Cardiac arrest and heart attacks take place everyday with a majority of them happening in the home.
“It could very well happen to any one of us. My biggest recommendation is that people should have a plan. Part of being good citizens is having an understanding of the CPR process and recognizing if somebody becomes unconscious, contacting 911, being able to use an AED (Automated Electronic Defibrillator),” Saltsman said. “The quicker you recognize the need for help and access that help the better the opportunity for improvement that person is going to have.”
Saltsman explained that a number of years ago the Burlington Board of Health had AEDs placed in all Burlington town buildings including the library. Many churches have them as does the Burlington Mall.
Local American Red Cross Instructor Lori Becker has been teaching CPR, AED and First Aid, including choking, in Burlington for years. Becker regularly provides job required CPR training to fitness instructors, daycare providers, dentists, chiropractors and restaurant employees. Becker also provides private training for businesses and groups.
“It tends to be that somebody in the company has had a friend or loved one have a cardiac event and so they feel it’s important to get certified so they can bring it to the office,” said Becker. “In most cases there is a connection with a friend or family member that has recently had an incident”.

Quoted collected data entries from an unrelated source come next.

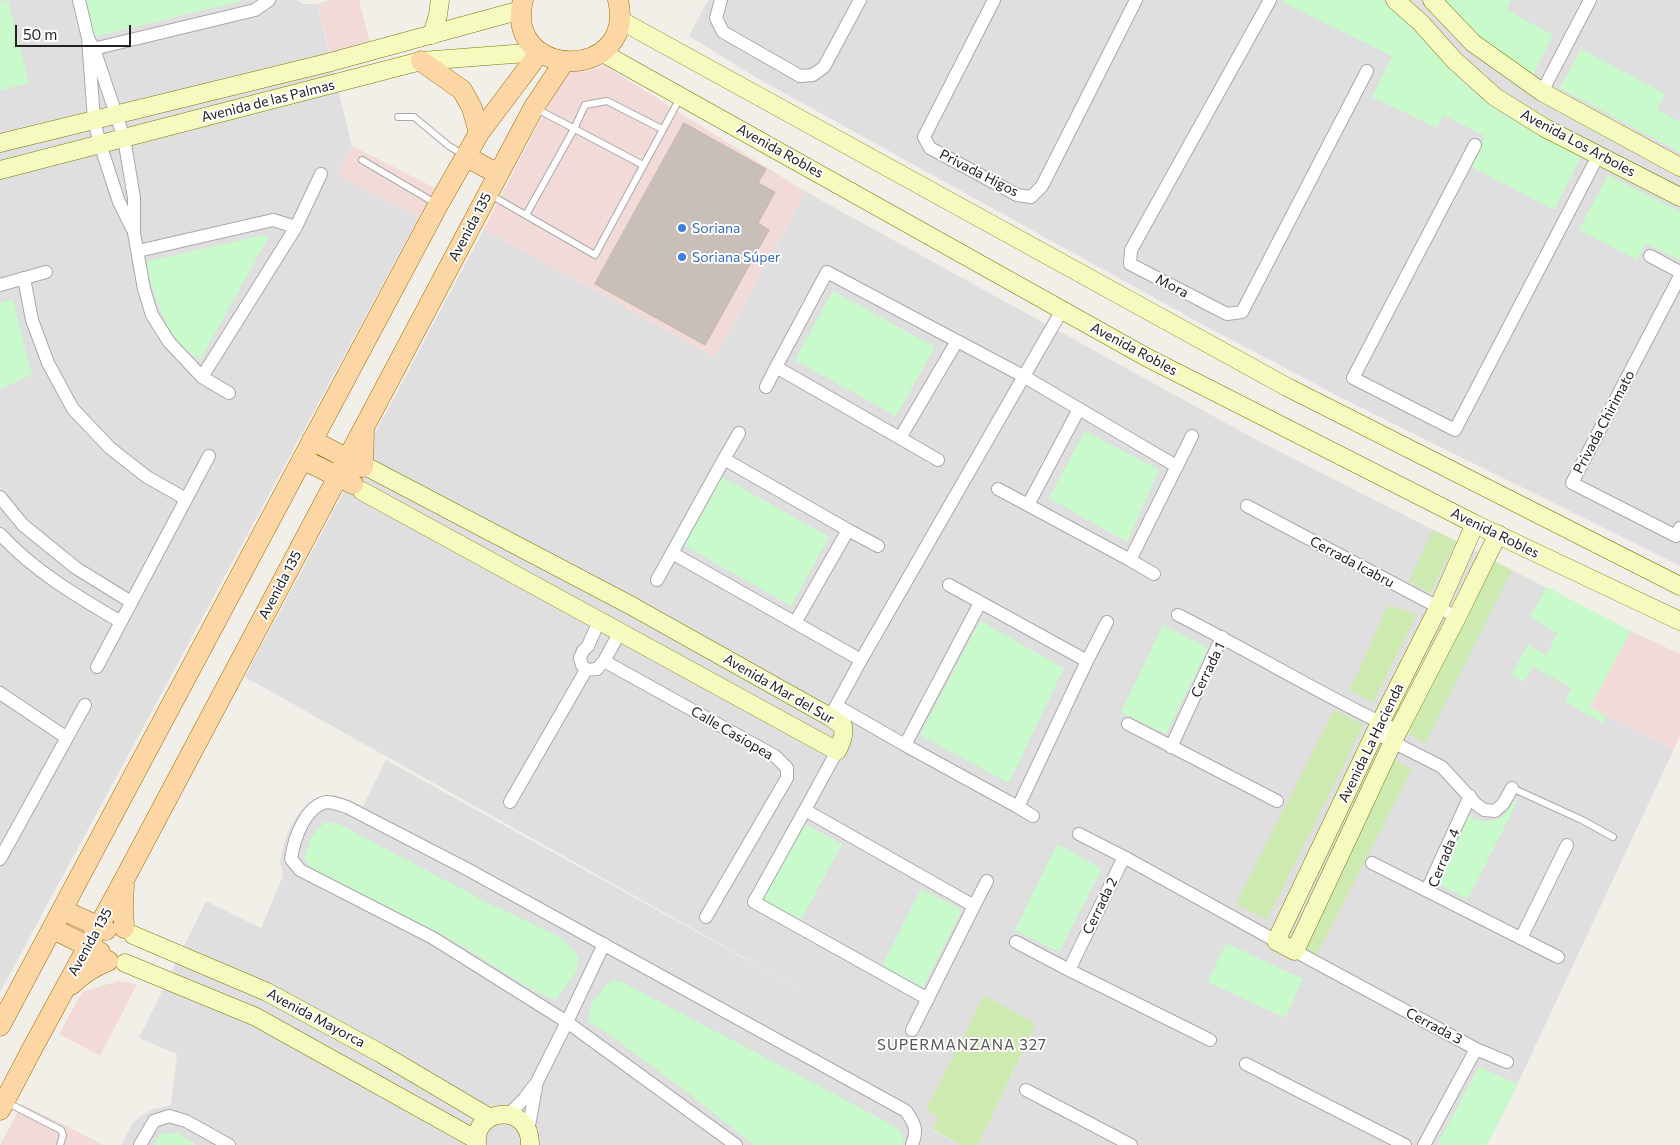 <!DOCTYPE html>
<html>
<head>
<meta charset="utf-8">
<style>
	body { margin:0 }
	#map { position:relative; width:1680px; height:1145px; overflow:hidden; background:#f2efe9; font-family:Commissioner,sans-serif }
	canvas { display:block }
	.scale { position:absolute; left:15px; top:25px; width:116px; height:22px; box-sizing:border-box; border:2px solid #222; border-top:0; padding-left:6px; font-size:15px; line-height:18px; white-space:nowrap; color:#222; -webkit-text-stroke:4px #fff; paint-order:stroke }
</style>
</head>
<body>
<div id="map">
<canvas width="1680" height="1145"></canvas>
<div class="scale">50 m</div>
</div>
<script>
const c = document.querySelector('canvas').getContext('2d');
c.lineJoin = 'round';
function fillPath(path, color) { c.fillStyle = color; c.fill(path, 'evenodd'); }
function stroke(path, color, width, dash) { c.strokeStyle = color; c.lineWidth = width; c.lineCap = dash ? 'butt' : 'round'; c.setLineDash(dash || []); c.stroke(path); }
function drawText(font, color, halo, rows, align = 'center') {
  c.font = font + ' Commissioner,sans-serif'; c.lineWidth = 4; c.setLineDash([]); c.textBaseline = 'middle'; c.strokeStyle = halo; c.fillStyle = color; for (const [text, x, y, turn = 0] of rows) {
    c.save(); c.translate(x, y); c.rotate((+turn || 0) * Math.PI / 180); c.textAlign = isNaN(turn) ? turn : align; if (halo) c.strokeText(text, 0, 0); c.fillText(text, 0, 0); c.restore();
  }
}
const residential = new Path2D(`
	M0 0H297L303 4H317L352 146 338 175 419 217 0 992Z
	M708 0H1680V566L1336 395 1200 323 757 78 689 36Z
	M806 192 1253 438 1631 631 1590 707 1674 749 1518 1083 1487 1145H978L1036 1024 926 1110 938 1117 932 1130 962 1145H121L132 1124 138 1118 153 1109 171 1105 177 1054 139 1038 206 901 261 928 283 876 280 861 284 843 290 827 299 813 308 803 320 796 336 795 363 806 386 760 827 1004 245 677 484 229 715 357Z`);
const commercial = new Path2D(`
	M331 0H359L371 46 331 57 317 4Z
	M604 65 806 192 715 357 484 229 566 70 582 72 597 69Z
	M352 146 435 188 419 217 338 175Z
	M1631 631 1680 654V735L1674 749 1589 707Z
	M118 981 137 984 100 1056 59 1034 82 992Z
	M22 1104 104 1145H0Z`);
const grass = new Path2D(`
	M1433 530 1456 541 1430 593 1409 581Z
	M1489 558 1512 570 1425 744 1408 733Z
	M1388 605 1417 614 1373 703 1350 690Z
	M1334 710 1363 725 1267 920 1236 904Z
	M1393 759 1412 769 1317 955 1300 946Z
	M984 995 1036 1024 978 1145H962L932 1129 938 1117 926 1110Z`);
const park = new Path2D(`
	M8 0 29 83 0 90V2Z
	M84 0H240L241 1 93 37Z
	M1283 0H1381C1391 9 1401 17 1409 26 1437 54 1462 85 1494 108 1521 127 1552 142 1581 157L1554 210 1472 167 1485 136 1443 115 1437 128 1372 97 1392 56 1282 2Z
	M1445 0H1511L1506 10 1553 35 1532 77 1479 35Z
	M1581 49 1665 94 1657 109 1680 122V152L1560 88Z
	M1608 175 1680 212V260L1646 243 1637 260 1579 230Z
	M264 235 267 236 268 238 200 360C165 341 156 297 144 262Z
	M833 291 935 347 896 416 795 360Z
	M13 299 28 362 33 374 0 389V303Z
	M1085 431 1159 470 1127 542 1049 498Z
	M722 477 829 537 791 606 684 545Z
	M1547 587 1631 631 1590 707 1606 716 1603 723 1565 702 1572 688 1533 667 1524 682 1511 675 1528 645 1546 655 1558 633 1530 617Z
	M980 621 1064 668 1009 783 920 735Z
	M1163 625 1208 648 1166 734 1121 712Z
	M1514 801 1517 802 1468 899 1435 882 1468 816C1489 827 1503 821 1514 801Z
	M799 821 842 844 801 920 758 896Z
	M325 822 339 824 488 903 560 937 575 952 579 960 576 972 556 1000C523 988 495 965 464 947 415 920 365 895 314 871L304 858 312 836Z
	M1057 844 1102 869 1059 952 1015 930Z
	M921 889 962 910 923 987 882 966Z
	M1226 943 1303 979 1285 1018 1208 982Z
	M613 980 624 983 887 1122 900 1130 904 1142 902 1145H754L687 1092 621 1043 588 1021 591 1004 607 984Z
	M1479 1067 1518 1084 1487 1145H1437Z
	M166 1133H177L198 1145H154L159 1135Z`);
const building = new Path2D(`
	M684 123 766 169 758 183 775 192 758 223 769 230 705 345 595 284Z`);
const lane = new Path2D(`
	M535 108 643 165
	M398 117H414L449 146 464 155
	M362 160 435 203
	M489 194 595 255 680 98
	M526 215 574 129 585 105 607 101 662 129
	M1512 788 1582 820 1613 837
	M8 1103 61 1130 63 1135 60 1145`);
const street = new Path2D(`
	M79 0 88 38 94 120 100 144 119 202 132 228
	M721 0 716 18 723 32 800 76 813 75 824 67 860 0
	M994 0 924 137 930 148 1017 195 1031 197 1042 186 1136 0
	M1270 0 1131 250 1130 264 1227 314 1242 312 1367 71
	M88 38 94 49 124 138 134 198V233L144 289 152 315 169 342 202 377 229 393
	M89 50 255 10 269 0
	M1542 92 1590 0
	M1475 145 1353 378 1455 430 1598 156
	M138 251 273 220 296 227
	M1650 256 1680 272
	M1680 276 1572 483 1676 536 1680 528
	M24 278 32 320 48 363 73 409 110 448 147 477 186 499
	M0 285 46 272
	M957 341 900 438 776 367 827 272 1025 377 1079 409
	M202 377 296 227 321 174
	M766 387 776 367
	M900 438 938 460
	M724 459 739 433
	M1176 466 1079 409 1028 505 1130 560 1192 436
	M998 489 1028 505
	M0 497 23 525 76 568 131 602
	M1247 506 1457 617
	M848 530 878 546
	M0 534C34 571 78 597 121 622
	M1130 560 1154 574
	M657 580 672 553
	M949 585 1087 661 1018 807 905 745 980 603
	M1178 615C1252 652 1323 696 1398 731
	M599 621 588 646 583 651 580 658 582 665 586 670 597 669 604 661 620 632
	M795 623 848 530 724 459 672 553 861 660 830 717
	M861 660 1062 310
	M604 661 775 756 787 768V778L706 917
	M1087 661 1107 622
	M97 667 209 456
	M0 693 67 738
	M837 706 905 745
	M1128 724 1277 801
	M1375 733 1442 767 1476 804 1484 810 1495 811 1503 804 1512 788
	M1171 747 1222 637
	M510 802 586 670
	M1018 807 1033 816
	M805 810 837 751
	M1079 834 1124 857 1276 941
	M0 859 85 705
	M1372 863 1558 957
	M1427 890 1470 796
	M974 906 987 881
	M1521 938 1567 845
	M1016 942 1069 970 1210 1040
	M1295 951 1476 1049 1507 1062
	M1069 970 1124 857
	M912 1030 974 906 805 810 754 902 928 999
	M1246 1064 1405 1145
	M1026 1090 1131 1145
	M509 1114 524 1099 537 1082 567 1022 604 944
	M528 1131 536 1087
	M140 1145 154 1121 169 1116 186 1121 229 1145
	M736 1145 567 1022 433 938 300 870 291 859C294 839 305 806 327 802 333 802 341 805 347 807L465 868 906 1111C915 1124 918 1130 912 1145
	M1424 1145 1476 1049`);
const secondary = new Path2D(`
	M1395 0 1421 23 1454 60 1495 97 1545 128 1680 197
	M1432 0 1473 43 1542 92 1680 167
	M620 20 1287 387 1680 586
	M432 35 438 15 440 0
	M601 52 1146 357 1475 524 1680 621
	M0 143 327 63 521 10
	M0 170 421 61 540 52
	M362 491 837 751C841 743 845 735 843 726L830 717 630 605 371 469
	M1475 524 1438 608 1375 733 1276 941 1295 951 1398 731 1457 617 1498 534
	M133 935 267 992 380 1053 490 1118
	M125 963 256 1017 477 1140
	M477 1145C472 1107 531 1102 530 1145`);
const primary = new Path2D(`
	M523 0C503 80 637 83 618 0
	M421 61 462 90 472 108 479 133
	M467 157 498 174
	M312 440 363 467 364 431
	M302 459 353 484
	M63 910 106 930
	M124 928 123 905 124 885
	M53 929 100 952
	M71 985C82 974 93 967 108 961
	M0 1026 438 205 479 133 540 52
	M0 1110 32 1049 124 880 534 107 564 62`);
const markers = [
	[682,228,5,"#3f7fe0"],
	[682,257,5,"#3f7fe0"]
];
const streetNames = [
	["Avenida de las Palmas",268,101,-14],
	["Avenida Los Arboles",1578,143,28],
	["Avenida Robles",780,151,29],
	["Privada Higos",979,173,27],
	["Avenida 135",470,227,-62],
	["Mora",1172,286,27],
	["Avenida Robles",1134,349,28],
	["Privada Chirimato",1604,422,-62],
	["Avenida Robles",1495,533,26],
	["Cerrada Icabru",1352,562,28],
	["Avenida 135",280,585,-62],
	["Cerrada 1",1208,670,-64],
	["Avenida Mar del Sur",779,689,30],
	["Calle Casiopea",732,733,30],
	["Avenida La Hacienda",1371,743,-64],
	["Cerrada 4",1444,858,-68],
	["Cerrada 2",1100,906,-64],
	["Avenida 135",90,942,-61],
	["Avenida Mayorca",316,1018,28],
	["Cerrada 3",1434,1026,28]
];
const shopNames = [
	["Soriana",692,228],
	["Soriana Súper",692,257]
];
const neighbourhoodNames = [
	["SUPERMANZANA 327",962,1045]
];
fillPath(residential, '#e0dfdf');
fillPath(commercial, '#f2dad9');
fillPath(grass, '#cdebb0');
fillPath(park, '#c8facc');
fillPath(building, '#c7bfb8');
stroke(building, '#c4b6ab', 1);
stroke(lane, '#a9a9a9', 8);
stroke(street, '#a9a9a9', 14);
stroke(secondary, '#707d05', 19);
stroke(primary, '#a06b00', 21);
stroke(lane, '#fff', 6);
stroke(street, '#fff', 12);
stroke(secondary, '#f7fabf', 18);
stroke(primary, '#fcd6a4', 20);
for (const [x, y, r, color] of markers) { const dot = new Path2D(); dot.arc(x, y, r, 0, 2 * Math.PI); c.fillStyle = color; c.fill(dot); stroke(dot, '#fff', 2); }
drawText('14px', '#222', '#fff', streetNames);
drawText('14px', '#366cbe', '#fff', shopNames, 'left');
c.letterSpacing = '1px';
drawText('15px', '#555', '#fff', neighbourhoodNames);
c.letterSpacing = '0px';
</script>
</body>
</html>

According to Becker in the U.S. between 50% and 60% of adults have taken CPR training, but the number who are currently certified is between 15% and 18%.
There are US states that require CPR certification to graduate high school, Massachusetts is not one of those states.
The simple fact is learning Basic Life Support (BLS) can be the difference between life and death. Dr. Saltsman reiterated the substantial life-saving effects of understanding what to do.
“Go online, take the BLS course to get an understanding of the processes and see how you can be of help at the minimum,” said Saltsman. “It’s a wonderful community service we can be prepared to provide for each other.”